About this task: Within the records below, find each line with the word "list" and copy it out.

◆ ◆ ◆ ◆ ◆

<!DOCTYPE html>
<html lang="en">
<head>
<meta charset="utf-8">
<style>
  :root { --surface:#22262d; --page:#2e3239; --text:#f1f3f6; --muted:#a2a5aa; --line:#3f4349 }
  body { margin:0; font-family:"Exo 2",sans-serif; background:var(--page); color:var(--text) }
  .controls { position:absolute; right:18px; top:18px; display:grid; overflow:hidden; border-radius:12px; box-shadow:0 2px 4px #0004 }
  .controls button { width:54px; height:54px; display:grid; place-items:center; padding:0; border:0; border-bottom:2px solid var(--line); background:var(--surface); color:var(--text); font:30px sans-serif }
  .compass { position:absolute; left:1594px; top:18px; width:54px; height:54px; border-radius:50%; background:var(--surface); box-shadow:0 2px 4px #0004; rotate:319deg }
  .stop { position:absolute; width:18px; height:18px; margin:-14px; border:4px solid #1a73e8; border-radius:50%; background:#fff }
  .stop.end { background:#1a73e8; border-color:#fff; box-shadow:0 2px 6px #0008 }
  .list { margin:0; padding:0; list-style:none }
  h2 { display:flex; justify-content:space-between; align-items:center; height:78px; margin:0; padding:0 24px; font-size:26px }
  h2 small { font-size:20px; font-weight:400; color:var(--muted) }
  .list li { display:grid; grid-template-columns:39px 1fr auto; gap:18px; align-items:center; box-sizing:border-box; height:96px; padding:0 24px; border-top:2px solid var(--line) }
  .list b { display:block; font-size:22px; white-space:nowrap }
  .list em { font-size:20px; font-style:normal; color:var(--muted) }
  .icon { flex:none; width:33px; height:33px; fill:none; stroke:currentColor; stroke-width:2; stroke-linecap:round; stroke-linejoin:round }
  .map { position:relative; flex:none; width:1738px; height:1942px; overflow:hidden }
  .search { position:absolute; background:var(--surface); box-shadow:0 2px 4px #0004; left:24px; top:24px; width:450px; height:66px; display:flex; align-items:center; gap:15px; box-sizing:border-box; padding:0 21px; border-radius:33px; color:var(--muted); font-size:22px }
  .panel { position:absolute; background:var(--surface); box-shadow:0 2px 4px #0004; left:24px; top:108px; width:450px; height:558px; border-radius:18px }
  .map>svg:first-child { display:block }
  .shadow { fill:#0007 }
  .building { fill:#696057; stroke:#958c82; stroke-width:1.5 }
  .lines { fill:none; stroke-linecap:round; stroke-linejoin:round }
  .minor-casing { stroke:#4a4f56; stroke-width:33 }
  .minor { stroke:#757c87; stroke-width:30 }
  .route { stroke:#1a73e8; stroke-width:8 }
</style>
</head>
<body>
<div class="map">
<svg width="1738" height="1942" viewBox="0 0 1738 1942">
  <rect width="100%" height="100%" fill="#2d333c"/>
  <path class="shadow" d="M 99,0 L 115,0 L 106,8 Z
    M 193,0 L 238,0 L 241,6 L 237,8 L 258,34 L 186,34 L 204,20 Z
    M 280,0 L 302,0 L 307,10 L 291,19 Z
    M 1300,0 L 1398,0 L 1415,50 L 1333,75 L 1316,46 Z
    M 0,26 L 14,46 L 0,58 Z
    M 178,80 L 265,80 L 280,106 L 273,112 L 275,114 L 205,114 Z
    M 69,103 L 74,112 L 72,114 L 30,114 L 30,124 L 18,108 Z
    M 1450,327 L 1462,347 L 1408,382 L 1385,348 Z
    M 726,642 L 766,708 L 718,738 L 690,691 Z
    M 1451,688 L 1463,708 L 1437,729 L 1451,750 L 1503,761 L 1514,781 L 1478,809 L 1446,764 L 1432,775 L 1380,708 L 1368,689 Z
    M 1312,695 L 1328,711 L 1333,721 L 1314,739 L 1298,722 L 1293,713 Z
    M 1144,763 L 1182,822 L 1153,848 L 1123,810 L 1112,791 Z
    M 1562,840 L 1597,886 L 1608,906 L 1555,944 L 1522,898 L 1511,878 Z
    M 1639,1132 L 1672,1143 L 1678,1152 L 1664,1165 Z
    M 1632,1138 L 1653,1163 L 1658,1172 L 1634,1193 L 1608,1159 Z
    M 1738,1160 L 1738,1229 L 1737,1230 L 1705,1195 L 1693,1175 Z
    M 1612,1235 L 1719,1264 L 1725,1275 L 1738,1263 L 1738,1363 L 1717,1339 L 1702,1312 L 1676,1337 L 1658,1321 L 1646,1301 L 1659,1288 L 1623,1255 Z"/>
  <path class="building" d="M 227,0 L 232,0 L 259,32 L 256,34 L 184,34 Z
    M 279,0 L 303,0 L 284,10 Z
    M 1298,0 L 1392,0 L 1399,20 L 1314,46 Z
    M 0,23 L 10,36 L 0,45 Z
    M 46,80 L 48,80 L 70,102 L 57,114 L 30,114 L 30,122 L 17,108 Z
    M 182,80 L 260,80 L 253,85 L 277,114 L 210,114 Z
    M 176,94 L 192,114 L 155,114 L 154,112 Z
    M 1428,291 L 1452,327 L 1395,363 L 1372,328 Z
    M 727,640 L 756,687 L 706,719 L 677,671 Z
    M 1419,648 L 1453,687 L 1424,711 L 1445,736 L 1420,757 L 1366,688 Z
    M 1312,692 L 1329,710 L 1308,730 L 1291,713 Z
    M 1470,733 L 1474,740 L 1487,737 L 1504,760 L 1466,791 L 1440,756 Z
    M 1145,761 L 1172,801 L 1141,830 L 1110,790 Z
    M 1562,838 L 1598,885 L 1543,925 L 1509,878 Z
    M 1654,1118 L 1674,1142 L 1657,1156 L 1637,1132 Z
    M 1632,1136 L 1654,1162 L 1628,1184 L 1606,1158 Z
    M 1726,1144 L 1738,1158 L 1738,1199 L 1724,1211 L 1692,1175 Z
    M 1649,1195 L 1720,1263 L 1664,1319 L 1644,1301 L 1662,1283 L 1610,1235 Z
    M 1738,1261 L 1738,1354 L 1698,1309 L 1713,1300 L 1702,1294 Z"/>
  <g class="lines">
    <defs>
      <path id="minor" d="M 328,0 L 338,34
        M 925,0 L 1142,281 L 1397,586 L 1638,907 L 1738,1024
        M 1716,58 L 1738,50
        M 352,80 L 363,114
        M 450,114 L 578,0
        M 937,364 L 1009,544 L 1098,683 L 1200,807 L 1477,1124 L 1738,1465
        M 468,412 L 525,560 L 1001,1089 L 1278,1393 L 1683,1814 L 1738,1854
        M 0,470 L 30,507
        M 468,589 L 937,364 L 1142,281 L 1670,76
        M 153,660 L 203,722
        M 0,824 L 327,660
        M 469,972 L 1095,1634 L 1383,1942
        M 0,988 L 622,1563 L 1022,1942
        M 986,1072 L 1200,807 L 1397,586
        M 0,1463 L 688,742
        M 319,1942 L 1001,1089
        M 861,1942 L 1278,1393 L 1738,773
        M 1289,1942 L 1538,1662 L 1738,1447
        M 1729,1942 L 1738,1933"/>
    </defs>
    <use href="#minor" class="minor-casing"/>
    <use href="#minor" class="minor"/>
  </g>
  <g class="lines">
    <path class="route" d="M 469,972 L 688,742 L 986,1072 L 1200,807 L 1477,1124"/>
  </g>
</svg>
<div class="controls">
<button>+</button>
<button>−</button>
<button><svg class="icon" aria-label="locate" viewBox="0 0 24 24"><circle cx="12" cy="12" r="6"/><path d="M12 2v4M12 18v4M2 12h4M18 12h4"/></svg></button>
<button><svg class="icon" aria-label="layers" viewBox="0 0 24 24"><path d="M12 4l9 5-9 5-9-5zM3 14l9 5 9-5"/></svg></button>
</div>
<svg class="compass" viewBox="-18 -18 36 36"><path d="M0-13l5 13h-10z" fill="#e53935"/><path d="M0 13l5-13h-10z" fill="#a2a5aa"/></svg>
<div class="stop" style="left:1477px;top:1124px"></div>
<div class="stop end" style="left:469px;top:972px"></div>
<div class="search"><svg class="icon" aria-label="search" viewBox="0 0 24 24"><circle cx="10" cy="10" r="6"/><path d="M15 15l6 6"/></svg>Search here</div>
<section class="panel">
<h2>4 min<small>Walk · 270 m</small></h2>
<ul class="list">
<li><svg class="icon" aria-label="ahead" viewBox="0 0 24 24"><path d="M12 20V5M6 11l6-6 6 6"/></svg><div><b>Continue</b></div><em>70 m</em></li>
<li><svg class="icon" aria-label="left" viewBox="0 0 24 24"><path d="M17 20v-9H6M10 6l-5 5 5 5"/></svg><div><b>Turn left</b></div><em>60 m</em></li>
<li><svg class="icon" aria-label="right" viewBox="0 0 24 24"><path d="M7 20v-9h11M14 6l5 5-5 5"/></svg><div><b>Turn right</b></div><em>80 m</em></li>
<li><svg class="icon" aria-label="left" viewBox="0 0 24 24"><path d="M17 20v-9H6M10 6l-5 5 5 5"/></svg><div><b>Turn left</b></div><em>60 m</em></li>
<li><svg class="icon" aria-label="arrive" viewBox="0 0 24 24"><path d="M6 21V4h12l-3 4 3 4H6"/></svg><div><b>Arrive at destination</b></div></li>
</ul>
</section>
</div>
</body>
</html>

◆ ◆ ◆ ◆ ◆

Output:
  .list { margin:0; padding:0; list-style:none }
  .list li { display:grid; grid-template-columns:39px 1fr auto; gap:18px; align-items:center; box-sizing:border-box; height:96px; padding:0 24px; border-top:2px solid var(--line) }
  .list b { display:block; font-size:22px; white-space:nowrap }
  .list em { font-size:20px; font-style:normal; color:var(--muted) }
<ul class="list">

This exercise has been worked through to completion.